My name is Ryan Pettey, and I am a documentary filmmaker who has been amazingly blessed to work on a feature-length documentary over the last year and a half called From the Dust.
With From the Dust, we wanted to put something proactive on the table that could help motivate an elevated conversation about the “war” between science and faith. It was our goal to help Christians see (and accept) the complexity of the issues raised by modern science, as well as help them to courageously engage with the theological conversations happening within the sphere of Christian culture today. We wanted the film to address the topic hermeneutically, historically, and socially in order to gain a better perspective on the issues, and, hopefully, address some of the fears (justified or otherwise) concerning what science is telling us about our physical origins.
Personally, this project has been a spiritual shot in the arm and has whole-heartedly reignited my walk with God. I have been truly humbled by my opportunity to speak with so many incredible theologians, scientists, biblical scholars, and authors. As a result of this project, the book of Genesis has become more alive and more dynamic than I had ever allowed it to be. It is my hope that this film will both challenge and inspire people of faith, no matter where they are on their journey, to revere the complexity of God both through his word and his creation.
Through the BioLogos Forum, I am posting a few short, topic driven clips from the film in the coming weeks as conversation starters.
Thanks for watching!
From the Dust
“From Chaos to Order” transcript
Richard Colling: Some people have asked me why I’ve titled my book, “Random Designer”. It’s an important question to ask because there’s a lot of misunderstanding about what the word “random” means.
In Webster’s dictionary, if you look at the first definition will be this haphazard, purposeless thing. But if you look closely, you’ll see there’s a second definition. And the second definition of random says, “equal opportunity of occurrence”. All possibilities tested, all possibilities welcome.
When we look at the most elemental levels of biology, those are the types of things that you see. There are random principles involved in the very nature of how life works.
Ard Louis: One of the big problems with words like “random” is that they have quite well defined scientific meanings. Whereas, when we talk about it in a public, we often think of something that means no purpose, it just happened randomly, there’s no reason for it.
We think that if you want to optimize in a very high dimensional space, it’ll be a very complicated problem. These random methods are the most efficient way of doing it.
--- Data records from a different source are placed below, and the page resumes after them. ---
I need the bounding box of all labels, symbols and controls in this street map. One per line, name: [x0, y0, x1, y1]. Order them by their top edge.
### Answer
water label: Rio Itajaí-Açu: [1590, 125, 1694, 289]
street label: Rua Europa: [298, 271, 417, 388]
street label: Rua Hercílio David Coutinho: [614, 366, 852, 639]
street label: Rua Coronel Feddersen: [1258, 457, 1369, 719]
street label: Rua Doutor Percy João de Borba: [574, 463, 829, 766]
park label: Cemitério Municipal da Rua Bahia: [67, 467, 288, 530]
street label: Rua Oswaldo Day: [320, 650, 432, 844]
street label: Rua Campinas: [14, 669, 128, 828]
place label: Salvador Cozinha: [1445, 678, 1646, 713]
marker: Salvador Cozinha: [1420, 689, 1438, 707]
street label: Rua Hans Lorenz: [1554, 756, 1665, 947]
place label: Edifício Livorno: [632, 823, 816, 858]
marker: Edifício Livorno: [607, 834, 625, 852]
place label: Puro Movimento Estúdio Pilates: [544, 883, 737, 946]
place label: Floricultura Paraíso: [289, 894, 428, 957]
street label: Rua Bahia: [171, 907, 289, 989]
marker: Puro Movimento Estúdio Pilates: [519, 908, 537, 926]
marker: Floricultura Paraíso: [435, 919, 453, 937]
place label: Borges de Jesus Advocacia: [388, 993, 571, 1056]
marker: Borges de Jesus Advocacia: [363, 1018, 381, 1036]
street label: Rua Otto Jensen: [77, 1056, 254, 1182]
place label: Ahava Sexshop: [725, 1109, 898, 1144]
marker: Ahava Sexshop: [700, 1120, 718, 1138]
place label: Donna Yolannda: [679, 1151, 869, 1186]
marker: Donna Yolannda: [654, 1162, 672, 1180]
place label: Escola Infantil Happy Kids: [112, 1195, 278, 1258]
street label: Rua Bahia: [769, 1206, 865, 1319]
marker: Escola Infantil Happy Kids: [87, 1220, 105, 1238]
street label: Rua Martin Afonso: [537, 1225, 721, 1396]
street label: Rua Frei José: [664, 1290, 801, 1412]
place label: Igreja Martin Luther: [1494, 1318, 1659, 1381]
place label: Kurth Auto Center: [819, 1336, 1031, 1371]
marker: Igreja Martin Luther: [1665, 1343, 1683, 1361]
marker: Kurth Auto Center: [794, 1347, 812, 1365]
So, if you’re going to design something like an evolutionary process, some kind of generator of random mutations would be the most effective way of generating that complexity. In fact, the immune system is evolution in miniature, evolution inside your body. Because the immune system has only a limited number of proteins, and these have to change very rapidly every time you’re affected by a new pathogen. It randomly generates changes, and then it selects on those changes that bind better to the pathogen that’s coming in, and that’s how it optimizes.
John Polkinghorne: In that sense, science doesn’t mean meaninglessness; it means the particularity of what actually happens. A very important scientific insight is that regions in which really new things will happen are always, as scientists would like to say, at the age of chaos. There are regions where order and disorder, chance, and necessity interlace each other.
If there were no genetic mutations, there would be no new forms of life. If there were generic mutations all the time, there were no established forms of life. But we have just the right rate of generic mutation, to produce the fruitfulness of the history of life on earth.
Richard Colling: This reflects the hand of God. There are randomness principles, not only are they part of, but actually drive the very essence of what life is, and what life could be.